Jourdain carving out minutes with versatility

Temple Men’s Basketball sophomore forward Nick Jourdain’s game has evolved from being a role player to having a key role under head coach Aaron McKie.

Standing at 6 feet eight inches, Nick Jourdain has proved to be a versatile two-way forward for the Owls. | ROBERT JOSEPH CRUZ / THE TEMPLE NEWS

Nick Jourdain grew up with many athletic talents. Throughout his childhood, the Temple big man went from baseball to soccer to football, excelling at each. Yet the day he picked up a basketball, the other sports seemed to fade into the back of his mind. 

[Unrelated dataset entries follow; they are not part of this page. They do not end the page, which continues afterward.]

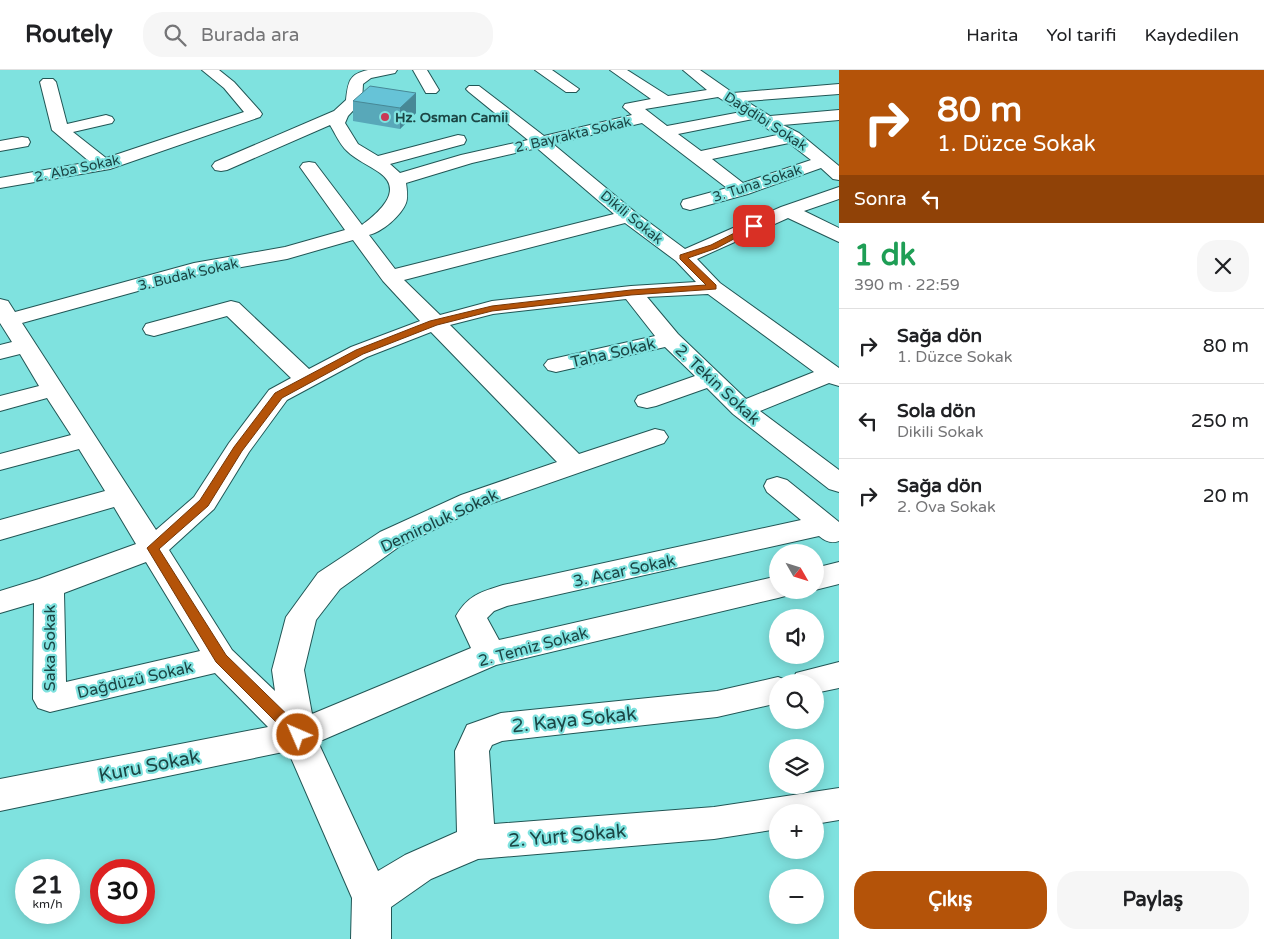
<!DOCTYPE html>
<html lang="tr">
<head>
<meta charset="utf-8">
<style>
  :root { --surface:#fff; --page:#f6f6f6; --text:#202124; --muted:#757577; --line:#e0e0e0; --accent:#b45309 }
  body { margin:0; font-family:"Varela Round",sans-serif; background:var(--page); color:var(--text); height:100vh; display:flex; flex-direction:column; font-size:19px; white-space:nowrap }
  * { box-sizing:border-box; margin:0 }
  p { font-size:16px; color:var(--muted) }
  .icon { flex:none; width:28px; height:28px; fill:none; stroke:currentColor; stroke-width:2; stroke-linecap:round; stroke-linejoin:round }
  .map { position:relative; flex:1; overflow:hidden }
  .side { display:flex; flex-direction:column; background:var(--surface); width:425px }
  .side>* { flex:none }
  .guide { background:#b45309; color:#fff; overflow:hidden }
  .needle { width:32px; rotate:129deg }
  .buttons { position:absolute; left:769px; top:474px; display:grid; gap:10px }
  .buttons a { display:grid; place-items:center; width:55px; height:55px; border-radius:50%; background:var(--surface); box-shadow:0 2px 12px #0003; font-size:25px }
  .speed { position:absolute; left:15px; top:789px; display:flex; gap:10px; font-size:25px; font-weight:700; text-align:center }
  .speed>* { display:grid; place-content:center; width:65px; height:65px; border-radius:50%; background:var(--surface); box-shadow:0 2px 12px #0003; line-height:1 }
  .speed small { font-size:12px; font-weight:400 }
  .speed .limit { border:8px solid #d22; background:#fff; color:#111 }
  .pin { position:absolute; display:grid; place-items:center; width:42px; height:42px; color:#fff; margin:-21px; border-radius:10px; box-shadow:0 2px 8px #0006 }
  .me { position:absolute; width:55px; margin:-28px; rotate:315deg; stroke-linejoin:round; filter:drop-shadow(0 0 4px #0008) }
  .turn { display:flex; align-items:center; gap:18px; height:105px; padding:0 15px; font-size:22px }
  .turn .icon { width:65px; height:65px; stroke-width:2.5 }
  .turn b { display:block; font-size:35px; line-height:42px }
  .then { display:flex; align-items:center; height:48px; padding:0 15px; background:#0003; gap:10px; font-size:19px }
  .round { display:grid; place-items:center; flex:none; width:52px; height:52px; border-radius:20px; background:var(--page) }
  .overview { display:flex; align-items:center; justify-content:space-between; height:85px; padding:0 15px }
  h1 { font-size:30px; font-weight:700; line-height:38px; color:#1e9e55 }
  .primary-button { display:flex; gap:10px; margin-top:auto; padding:10px 15px }
  .primary-button a { flex:1; height:58px; border-radius:20px; background:var(--accent); color:#fff; font-size:20px; font-weight:700; line-height:58px; text-align:center }
  .primary-button a+a { background:var(--page); color:var(--text) }
  ul { padding:0; list-style:none }
  li { display:flex; align-items:center; gap:15px; height:75px; padding:0 15px; border-top:1px solid var(--line) }
  li div { flex:1 }
  li b { display:block; font-size:19px }
  li em { font-style:normal }
  header { display:flex; align-items:center; gap:30px; box-sizing:border-box; height:70px; padding:0 25px; background:var(--surface); border-bottom:1px solid var(--line) }
  header strong { font-size:24px }
  nav { display:flex; gap:28px; margin-inline-start:auto; font-size:18px }
  .search { width:350px; height:45px; background:var(--page); display:flex; align-items:center; gap:12px; box-sizing:border-box; padding:0 18px; border-radius:20px; color:var(--muted); font-size:19px }
  main { display:flex; flex:1; min-height:0 }
  .map>svg:first-child { display:block }
  .lines { fill:none; stroke-linecap:round; stroke-linejoin:round }
  .minor-casing { stroke:#215655; stroke-width:2 }
  .minor { fill:#fff; fill-rule:evenodd }
  .wall { fill:#58a8b9 }
  .shaded-wall { fill:#478896 }
  .building { fill:#66c3d7; stroke:#478896 }
  .route { fill:#b45309; stroke:#753606 }
  .poi-dot { fill:#c93956; stroke:#7fe2df; stroke-width:2 }
  .labels { text-anchor:middle; stroke-width:4.5; stroke-linejoin:round; paint-order:stroke }
  .far-poi-label { font-size:14px; font-weight:bold; fill:#1b4544; stroke:#7fe2df; text-anchor:start }
  .far-street-label { font-size:14px; fill:#1b4544; stroke:#7fe2df }
  .street-label { font-size:16px; fill:#1b4544; stroke:#7fe2df }
  .near-street-label { font-size:19px; fill:#1b4544; stroke:#7fe2df }
</style>
</head>
<body>
<header>
<strong>Routely</strong>
<div class="search"><svg class="icon" aria-label="search" viewBox="0 0 24 24"><circle cx="10" cy="10" r="6"/><path d="M15 15l6 6"/></svg>Burada ara</div>
<nav><a>Harita</a><a>Yol tarifi</a><a>Kaydedilen</a></nav>
</header>
<main>
<div class="map">
<svg width="839" height="869" viewBox="0 0 839 869">
  <rect width="100%" height="100%" fill="#7fe2df"/>
  <g class="lines">
    <!-- minor casing -->
    <g class="minor-casing">
      <path id="minor" d="M202,0H219L234,12L260,41L262,44L260,47L110,99L0,118V108L90,92L52,60L40,12L43,9H53L56,12L67,54L106,45L112,47L114,50L112,53L73,62L106,88L244,42L224,18Z
        M368,0H397L395,3L371,8L363,14L362,31L348,46L345,53L358,74L378,86L458,65L464,66L466,70L464,74L390,94L400,103L461,85L528,70L469,22L466,19L469,16H479L544,66L632,45L623,37L625,34L651,29L610,0H627L668,26L707,20L683,0H700L733,23L839,14V24L746,31L770,46L839,40V50L783,55L799,63L839,96V110L833,109L821,98L748,124L690,140L683,138L681,134L683,130L727,118L642,53L553,74L635,142L685,179L781,137L839,117V129L804,141L839,158V172L788,148L697,189L720,213L839,298V316L829,313L760,341L839,400V422L829,419L733,344L707,318L656,336L647,338L638,336L635,331L638,326L695,306L665,277L556,302L548,300L544,295L548,290L655,266L626,229L493,244L450,255L579,384L655,359L664,361L668,367L664,373L481,437L400,476L340,519L316,550L304,600L312,644L471,578L456,546C468,525 481,522 503,515L801,450L767,422L764,416L767,410L777,407L787,410L839,452V471C831,474 825,471 819,466L507,536L494,541L487,548L499,570L778,506V520H791L789,525L778,528L496,595L318,672L378,801L405,785L457,762L455,681L467,655L501,643L717,621L778,607L791,612H778V633L717,647L502,671L492,675L489,681L494,754L714,737L839,718V750L815,754V742H778V759L714,769L478,789L431,809L391,837V869H351L352,828L288,681L0,741V709L268,657L215,603L50,642L38,638L33,629L34,533L0,543V521L39,509L136,474L114,437L0,470V450L105,421L79,379L0,400V384L71,365L47,328L0,341V326L39,316L20,284L0,289V275L12,272L0,253V229L8,231L15,242L194,193L285,177L345,160L300,97L303,93L309,92L315,93L362,155C377,144 405,121 380,103C369,95 356,90 347,81C340,75 335,63 330,55L227,100L221,101L215,100L212,96L215,92L334,41L346,30C348,12 349,4 368,0ZM718,27L741,42L667,56L645,39ZM753,49L777,65L701,81L678,64ZM789,73L811,90L743,113L712,89ZM537,78L614,144L395,199L369,165C382,162 401,146 406,133C408,127 407,120 406,113L472,93ZM625,153L676,191L696,212L631,216L492,231L440,245L404,210ZM353,170L383,211L420,251L351,277L309,299L239,233L231,231L146,254L143,259L146,264L154,266L227,246L291,308L269,320L229,373L194,427L156,460L22,253L196,205L287,189ZM708,224L814,302L746,329L678,264L647,227ZM431,262L557,392L461,425L380,462L318,503L286,547L272,600L275,621L232,580L169,480L214,439L249,382L287,330L367,287ZM146,492L200,581L66,612L64,523Z
        M413,0H427L439,20L436,23H426Z
        M535,0H552L579,19L576,22H566Z
        M22,67L28,68L30,72L28,76L0,81V71Z
        M839,492V514L815,520V498Z
        M839,592V618L815,623V612H792L796,603Z"/>
    </g>
    <!-- minor -->
    <use href="#minor" class="minor"/>
  </g>
  <!-- wall -->
  <path class="wall" d="M416,23V43L400,59L353,51V31Z"/>
  <!-- shaded-wall -->
  <path class="shaded-wall" d="M416,23V43L400,59V38Z"/>
  <!-- building -->
  <path class="building" d="M370,16L416,23L400,38L353,31Z"/>
  <!-- route -->
  <path class="route" d="M752,154L758,156L717,178L688,188L716,215V219L631,225L492,241L437,255L363,284L282,328L242,381L208,436L159,479L226,585L303,660L305,665L303,669L298,671L293,669L216,592L147,478L200,430L234,377L275,323L356,280L430,251L492,236L631,220L706,215L680,189V185L711,175Z"/>
  <!-- markers -->
  <circle class="poi-dot" cx="385" cy="47" r="5"/>
  <g class="labels">
    <!-- far-poi labels -->
    <g class="far-poi-label">
      <text x="395" y="52">Hz. Osman Camii</text>
    </g>
    <!-- far-street labels -->
    <g class="far-street-label">
      <text transform="translate(766 51) rotate(33)" y="5">Dağdibi Sokak</text>
      <text transform="translate(573 64) rotate(-13)" y="5">2. Bayrakta Sokak</text>
      <text transform="translate(77 98) rotate(-12)" y="5">2. Aba Sokak</text>
      <text transform="translate(757 113) rotate(-18)" y="5">3. Tuna Sokak</text>
      <text transform="translate(632 147) rotate(39)" y="5">Dikili Sokak</text>
      <text transform="translate(188 204) rotate(-13)" y="5">3. Budak Sokak</text>
    </g>
    <!-- street labels -->
    <g class="street-label">
      <text transform="translate(613 282) rotate(-13)" y="6">Taha Sokak</text>
      <text transform="translate(718 314) rotate(43)" y="6">2. Tekin Sokak</text>
      <text transform="translate(439 450) rotate(-25)" y="6">Demiroluk Sokak</text>
      <text transform="translate(624 500) rotate(-12)" y="6">3. Acar Sokak</text>
      <text transform="translate(533 576) rotate(-15)" y="6">2. Temiz Sokak</text>
      <text transform="translate(49 578) rotate(-90)" y="6">Saka Sokak</text>
      <text transform="translate(135 609) rotate(-13)" y="6">Dağdüzü Sokak</text>
    </g>
    <!-- near-street labels -->
    <g class="near-street-label">
      <text transform="translate(574 649) rotate(-6)" y="7">2. Kaya Sokak</text>
      <text transform="translate(149 695) rotate(-11)" y="7">Kuru Sokak</text>
      <text transform="translate(567 765) rotate(-5)" y="7">2. Yurt Sokak</text>
    </g>
  </g>
</svg>
<div class="buttons">
<a><svg class="needle" viewBox="-14 -14 28 28"><path d="M0-13l5 13h-10z" fill="#e53935"/><path d="M0 13l5-13h-10z" fill="#757577"/></svg></a>
<a><svg class="icon" aria-label="sound" viewBox="0 0 24 24"><path d="M4 9h4l5-4v14l-5-4H4zM17 9q2 3 0 6"/></svg></a>
<a><svg class="icon" aria-label="search" viewBox="0 0 24 24"><circle cx="10" cy="10" r="6"/><path d="M15 15l6 6"/></svg></a>
<a><svg class="icon" aria-label="layers" viewBox="0 0 24 24"><path d="M12 4l9 5-9 5-9-5zM3 14l9 5 9-5"/></svg></a>
<a>+</a>
<a>−</a>
</div>
<div class="speed"><div>21<small>km/h</small></div><div class="limit">30</div></div>
<div class="pin" style="left:754px;top:156px;background:#d93025"><svg class="icon" aria-label="arrive" viewBox="0 0 24 24"><path d="M6 21V4h12l-3 4 3 4H6"/></svg></div>
<svg class="me" style="left:298px;top:665px" viewBox="-20 -20 40 40"><circle r="17" fill="#b45309" stroke="#fff" stroke-width="3"/><path d="M0-11L8 9 0 5-8 9z" fill="#fff"/></svg>
</div>
<section class="side">
<div class="guide">
<div class="turn"><svg class="icon" aria-label="right" viewBox="0 0 24 24"><path d="M7 20v-9h11M14 6l5 5-5 5"/></svg><div><b>80 m</b>1. Düzce Sokak</div></div>
<div class="then">Sonra<svg class="icon" aria-label="left" viewBox="0 0 24 24"><path d="M17 20v-9H6M10 6l-5 5 5 5"/></svg></div>
</div>
<div class="overview"><div><h1>1 dk</h1><p>390 m · 22:59</p></div><a class="round"><svg class="icon" aria-label="close" viewBox="0 0 24 24"><path d="M6 6l12 12M18 6L6 18"/></svg></a></div>
<ul>
<li><svg class="icon" aria-label="right" viewBox="0 0 24 24"><path d="M7 20v-9h11M14 6l5 5-5 5"/></svg><div><b>Sağa dön</b><p>1. Düzce Sokak</p></div><em>80 m</em></li>
<li><svg class="icon" aria-label="left" viewBox="0 0 24 24"><path d="M17 20v-9H6M10 6l-5 5 5 5"/></svg><div><b>Sola dön</b><p>Dikili Sokak</p></div><em>250 m</em></li>
<li><svg class="icon" aria-label="right" viewBox="0 0 24 24"><path d="M7 20v-9h11M14 6l5 5-5 5"/></svg><div><b>Sağa dön</b><p>2. Ova Sokak</p></div><em>20 m</em></li>
</ul>
<div class="primary-button"><a>Çıkış</a><a>Paylaş</a></div>
</section>
</main>
</body>
</html>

“I’ve always been drawn to basketball,” Jourdain said. “I was always a bit more talented playing [basketball]. I knew naturally it was going to put me in the best position.”

Jourdain, a Temple Men’s Basketball sophomore forward, now stands at 6 feet eight inches and has one of the highest vertical leaps on the team. His versatility in playing other sports has developed into utility on the basketball court. 

In Temple’s 61-59 loss to the University of Memphis on Jan. 15, Jourdain stuffed the stat sheet with 16 points, 10 rebounds and three blocks. He made several clutch plays down the stretch for the Owls and went 6-for-6 from the foul line. Although he allowed Tigers’ fifth-year guard Kendric Davis to score the game-winning shot against him, Jourdain’s performance leading up to the final play was a key reason the Owls had a chance to win the game. 

While the contest against Memphis was Jourdain’s most notable performance to date, his game-changing ability has been no secret to the team. 

“He’s a versatile player, helps us in a number of different ways,” said head coach Aaron McKie. “Offensively, we can run some stuff through him. Defensively, he can get out there and play some five for us at the end of games.”

While Jourdain has seen a surge in playing time after sophomore center Jamille Reynolds’  thumb injury in December, he’s struggled to find consistent minutes during his Temple career. He lacked the strength to keep up with opposing centers and wasn’t quick enough to keep pace with other forwards. 

Jourdain played in 29 games during the 2021-22 season, starting in 18 of them. A block magnet, he finished second in The American Athletic Conference in blocks per game, averaging 1.7. Jourdain’s timing and athleticism down low have allowed him to become a strong rim protector. 

This season, Jourdain ranks fifth in the conference in blocks per game with 1.4 while starting in every conference game so far for the Owls. 

Even though he has gained significant muscle since high school, Jourdain has plenty of work to do in terms of filling out his body and improving his quickness on the floor to become a more agile defender. 

“He had to get a little bit stronger coming from high school,” McKie said. “I don’t think his body is completely filled out, he has more room to pack some muscle then I think he’ll be the complete player I think he can be.”

By working on different aspects of his game, Jourdain has become a multidimensional weapon for Temple, an archetype his post-grad prep school coach, Ian Turnbull, saw from day one. Turnbull coached Jourdain at Covenant College Prep in Neptune City, New Jersey, for two years and saw him blossom from a four-sport athlete to a pure basketball player. 

“He had exceptional physical ability,” Turnbull said. “When he came to us I tried to get him to expand on his skills.”

These skills included footwork, ball handling and shot creation, aspects of Jourdain’s game that received less attention growing up. 

To improve as an athlete in high school, Jourdain showed up at local parks around Clifton, New Jersey, to get some extra practice in. While playing AAU and high school basketball at the time, he knew it would take extra practice to round out his skill set. 

The only problem was, he showed up to the courts by himself and needed to prove he could be an asset before playing alongside the locals of Paterson or Passaic, New Jersey. 

“I was that annoying kid asking ‘can you pick me up, can you pick me up,’” Jourdain said. “So I was like alright, let me play defense, so I would try to guard the best player.”

Jourdain knew he needed to improve his offensive skills because he focused strictly on defense when at the parks. He developed a mindset where his work ethic defensively came before his offensive focus. 

Today, Jourdain has a career-high of 23 points, which he scored on Jan. 12, 2022 against the University of Tulsa. He also had a career-high five blocks against Clemson University on Nov. 18, 2021. 

The ‘plug-and-play’ forward has gone from a positionless big to a player who can fill in for several spots on the floor. With small-ball bigs becoming commonplace at the professional level, Jourdain could establish himself as a key player for a team in the future. 

For right now, though, it is all about winning for Temple’s flex player. 

“For this year I really badly want us to finish first in conference play,” Jourdain said. “As long as the team’s doing good, I’m doing good.”